▸ **EXERCISE GOAL**
Go through the listing and copy each line with the string "lineWidth".

☆ ☆ ☆ ☆

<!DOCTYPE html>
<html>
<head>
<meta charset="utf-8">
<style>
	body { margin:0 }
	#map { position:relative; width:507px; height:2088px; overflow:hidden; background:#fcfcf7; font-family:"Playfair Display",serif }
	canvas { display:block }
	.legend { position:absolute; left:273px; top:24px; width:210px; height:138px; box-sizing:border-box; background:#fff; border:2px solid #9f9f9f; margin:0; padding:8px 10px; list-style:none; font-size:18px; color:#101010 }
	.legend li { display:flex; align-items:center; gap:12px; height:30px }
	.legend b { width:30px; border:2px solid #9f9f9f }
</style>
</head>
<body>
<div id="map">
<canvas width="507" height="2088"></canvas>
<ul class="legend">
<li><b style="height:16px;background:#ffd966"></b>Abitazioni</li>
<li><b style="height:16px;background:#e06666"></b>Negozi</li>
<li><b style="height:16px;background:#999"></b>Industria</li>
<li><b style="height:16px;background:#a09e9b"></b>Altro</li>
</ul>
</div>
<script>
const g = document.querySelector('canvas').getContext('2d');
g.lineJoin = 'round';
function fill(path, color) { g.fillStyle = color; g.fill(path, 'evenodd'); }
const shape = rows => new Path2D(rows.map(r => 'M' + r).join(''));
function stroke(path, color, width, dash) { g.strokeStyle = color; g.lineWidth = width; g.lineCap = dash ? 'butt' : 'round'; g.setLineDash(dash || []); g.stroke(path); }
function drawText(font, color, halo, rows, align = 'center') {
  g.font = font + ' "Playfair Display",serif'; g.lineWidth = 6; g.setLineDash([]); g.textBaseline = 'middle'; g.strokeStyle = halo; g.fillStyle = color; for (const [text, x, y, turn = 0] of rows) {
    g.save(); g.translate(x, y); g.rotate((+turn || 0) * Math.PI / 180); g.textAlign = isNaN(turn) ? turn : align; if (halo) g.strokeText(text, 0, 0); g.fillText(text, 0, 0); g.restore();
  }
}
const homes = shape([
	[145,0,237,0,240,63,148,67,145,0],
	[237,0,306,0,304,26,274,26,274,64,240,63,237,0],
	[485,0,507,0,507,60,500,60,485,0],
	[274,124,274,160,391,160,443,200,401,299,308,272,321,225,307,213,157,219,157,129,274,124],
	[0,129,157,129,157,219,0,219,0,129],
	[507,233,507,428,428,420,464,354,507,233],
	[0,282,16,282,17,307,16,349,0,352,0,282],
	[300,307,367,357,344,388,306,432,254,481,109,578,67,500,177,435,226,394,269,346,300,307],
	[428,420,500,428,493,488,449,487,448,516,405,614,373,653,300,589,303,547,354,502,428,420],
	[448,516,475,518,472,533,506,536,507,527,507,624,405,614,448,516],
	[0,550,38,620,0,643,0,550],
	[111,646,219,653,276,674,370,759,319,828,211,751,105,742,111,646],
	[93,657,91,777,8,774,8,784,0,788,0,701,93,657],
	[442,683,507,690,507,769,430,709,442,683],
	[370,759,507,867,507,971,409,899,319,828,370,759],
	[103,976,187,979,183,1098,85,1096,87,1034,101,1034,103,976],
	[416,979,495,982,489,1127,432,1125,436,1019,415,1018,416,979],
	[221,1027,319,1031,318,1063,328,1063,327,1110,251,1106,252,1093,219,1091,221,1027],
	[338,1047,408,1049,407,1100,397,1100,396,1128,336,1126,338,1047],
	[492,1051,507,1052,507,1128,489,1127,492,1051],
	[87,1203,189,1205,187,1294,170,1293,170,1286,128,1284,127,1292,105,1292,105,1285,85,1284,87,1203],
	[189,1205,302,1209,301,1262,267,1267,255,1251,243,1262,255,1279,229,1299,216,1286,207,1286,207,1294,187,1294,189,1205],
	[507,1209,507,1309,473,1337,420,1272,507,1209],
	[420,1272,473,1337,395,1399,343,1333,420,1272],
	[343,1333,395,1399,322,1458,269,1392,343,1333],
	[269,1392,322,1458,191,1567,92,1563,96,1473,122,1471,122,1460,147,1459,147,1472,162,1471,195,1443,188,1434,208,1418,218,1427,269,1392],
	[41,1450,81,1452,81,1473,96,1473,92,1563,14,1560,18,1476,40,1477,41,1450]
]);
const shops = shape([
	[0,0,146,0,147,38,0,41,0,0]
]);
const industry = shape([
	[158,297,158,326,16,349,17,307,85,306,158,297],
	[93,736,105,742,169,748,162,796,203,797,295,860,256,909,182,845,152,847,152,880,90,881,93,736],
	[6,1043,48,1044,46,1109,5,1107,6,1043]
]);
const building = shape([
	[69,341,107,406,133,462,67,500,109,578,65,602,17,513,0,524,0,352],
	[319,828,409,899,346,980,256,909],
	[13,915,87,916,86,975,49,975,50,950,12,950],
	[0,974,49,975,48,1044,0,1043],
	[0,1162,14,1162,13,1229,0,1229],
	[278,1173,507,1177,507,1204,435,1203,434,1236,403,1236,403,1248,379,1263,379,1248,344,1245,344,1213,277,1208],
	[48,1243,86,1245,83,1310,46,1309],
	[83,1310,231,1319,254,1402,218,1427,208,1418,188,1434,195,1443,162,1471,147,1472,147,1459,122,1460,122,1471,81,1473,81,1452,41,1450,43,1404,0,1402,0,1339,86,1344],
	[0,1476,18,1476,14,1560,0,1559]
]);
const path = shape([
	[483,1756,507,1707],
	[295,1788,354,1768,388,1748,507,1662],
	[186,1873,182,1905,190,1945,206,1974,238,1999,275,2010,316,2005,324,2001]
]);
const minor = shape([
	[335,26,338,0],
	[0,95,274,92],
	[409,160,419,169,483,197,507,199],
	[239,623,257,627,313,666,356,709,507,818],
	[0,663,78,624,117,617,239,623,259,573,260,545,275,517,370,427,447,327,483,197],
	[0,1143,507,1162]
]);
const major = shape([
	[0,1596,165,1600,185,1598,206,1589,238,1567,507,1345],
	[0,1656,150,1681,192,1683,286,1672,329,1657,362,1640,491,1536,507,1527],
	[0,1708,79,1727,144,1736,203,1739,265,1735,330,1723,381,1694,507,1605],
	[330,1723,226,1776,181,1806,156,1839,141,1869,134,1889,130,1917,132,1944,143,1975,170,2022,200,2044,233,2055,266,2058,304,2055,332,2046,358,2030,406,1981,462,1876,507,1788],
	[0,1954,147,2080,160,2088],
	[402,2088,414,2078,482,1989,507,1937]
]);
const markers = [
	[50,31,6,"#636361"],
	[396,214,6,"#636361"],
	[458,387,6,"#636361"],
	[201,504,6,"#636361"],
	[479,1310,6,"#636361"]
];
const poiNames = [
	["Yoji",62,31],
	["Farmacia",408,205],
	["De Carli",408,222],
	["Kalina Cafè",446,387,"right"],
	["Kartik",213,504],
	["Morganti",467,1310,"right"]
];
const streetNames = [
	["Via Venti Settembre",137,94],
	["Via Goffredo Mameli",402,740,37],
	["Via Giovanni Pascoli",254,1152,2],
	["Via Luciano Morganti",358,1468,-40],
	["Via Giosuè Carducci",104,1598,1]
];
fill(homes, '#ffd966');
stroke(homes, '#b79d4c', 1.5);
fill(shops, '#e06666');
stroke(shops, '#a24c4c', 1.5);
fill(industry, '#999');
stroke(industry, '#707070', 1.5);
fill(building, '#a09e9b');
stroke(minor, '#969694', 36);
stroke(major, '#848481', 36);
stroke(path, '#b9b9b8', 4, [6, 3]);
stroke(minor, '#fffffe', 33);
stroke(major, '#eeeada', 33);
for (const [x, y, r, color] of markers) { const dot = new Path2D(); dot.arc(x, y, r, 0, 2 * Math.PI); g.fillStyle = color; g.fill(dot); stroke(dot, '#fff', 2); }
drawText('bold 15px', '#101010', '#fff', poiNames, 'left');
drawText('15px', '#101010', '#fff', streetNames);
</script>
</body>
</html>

☆ ☆ ☆ ☆

▸ **ANSWER FOR THIS EXERCISE**
function stroke(path, color, width, dash) { g.strokeStyle = color; g.lineWidth = width; g.lineCap = dash ? 'butt' : 'round'; g.setLineDash(dash || []); g.stroke(path); }
  g.font = font + ' "Playfair Display",serif'; g.lineWidth = 6; g.setLineDash([]); g.textBaseline = 'middle'; g.strokeStyle = halo; g.fillStyle = color; for (const [text, x, y, turn = 0] of rows) {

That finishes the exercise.